Top of PROVIDED DATA
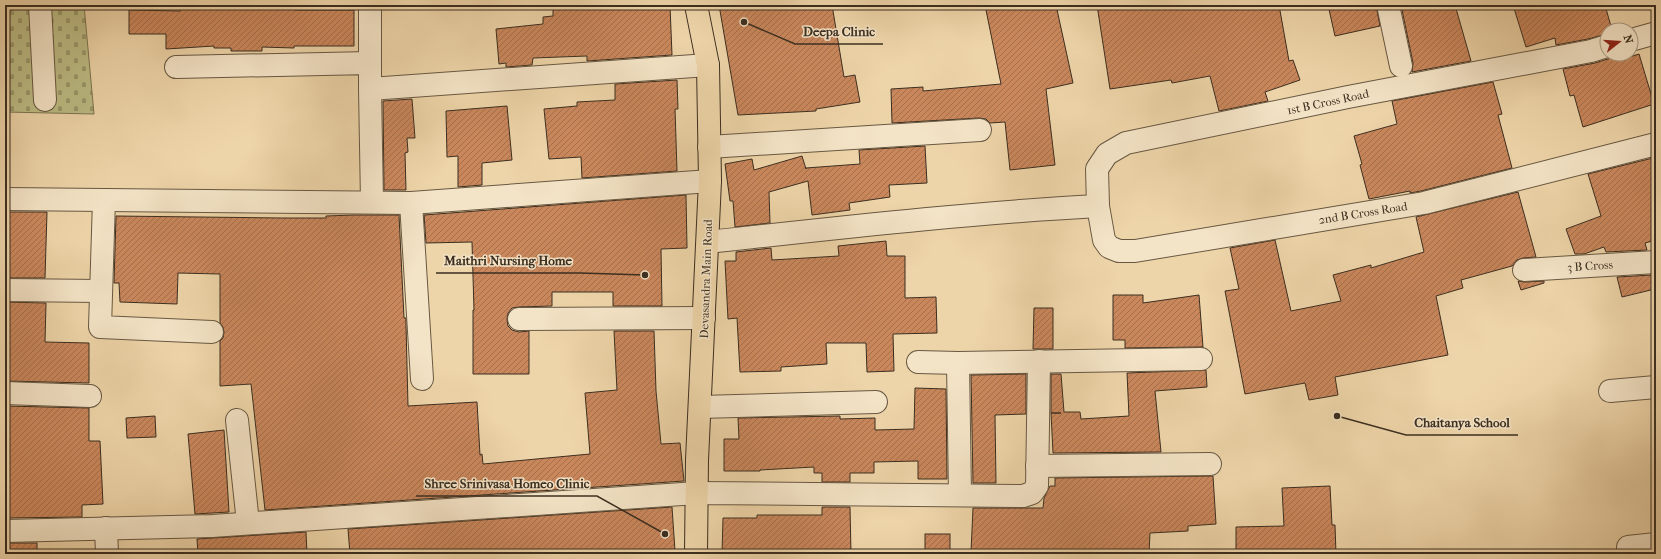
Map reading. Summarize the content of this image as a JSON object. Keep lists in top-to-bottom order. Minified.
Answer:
{"streets":{"main road":["Devasandra Main Road"],"street":["1st B Cross Road","2nd B Cross Road","3 B Cross"]},"crossings":[["1st B Cross Road","2nd B Cross Road"]],"places":["Deepa Clinic","Maithri Nursing Home","Chaitanya School","Shree Srinivasa Homeo Clinic"],"north":"right"}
Bottom of PROVIDED DATA
§ WORK REQUEST: Output the data exactly, pictures omitted.

§ OUTPUT:
Map reading. Summarize the content of this image as a JSON object. Keep lists in top-to-bottom order. Minified.
Answer:
{"streets":{"main road":["Devasandra Main Road"],"street":["1st B Cross Road","2nd B Cross Road","3 B Cross"]},"crossings":[["1st B Cross Road","2nd B Cross Road"]],"places":["Deepa Clinic","Maithri Nursing Home","Chaitanya School","Shree Srinivasa Homeo Clinic"],"north":"right"}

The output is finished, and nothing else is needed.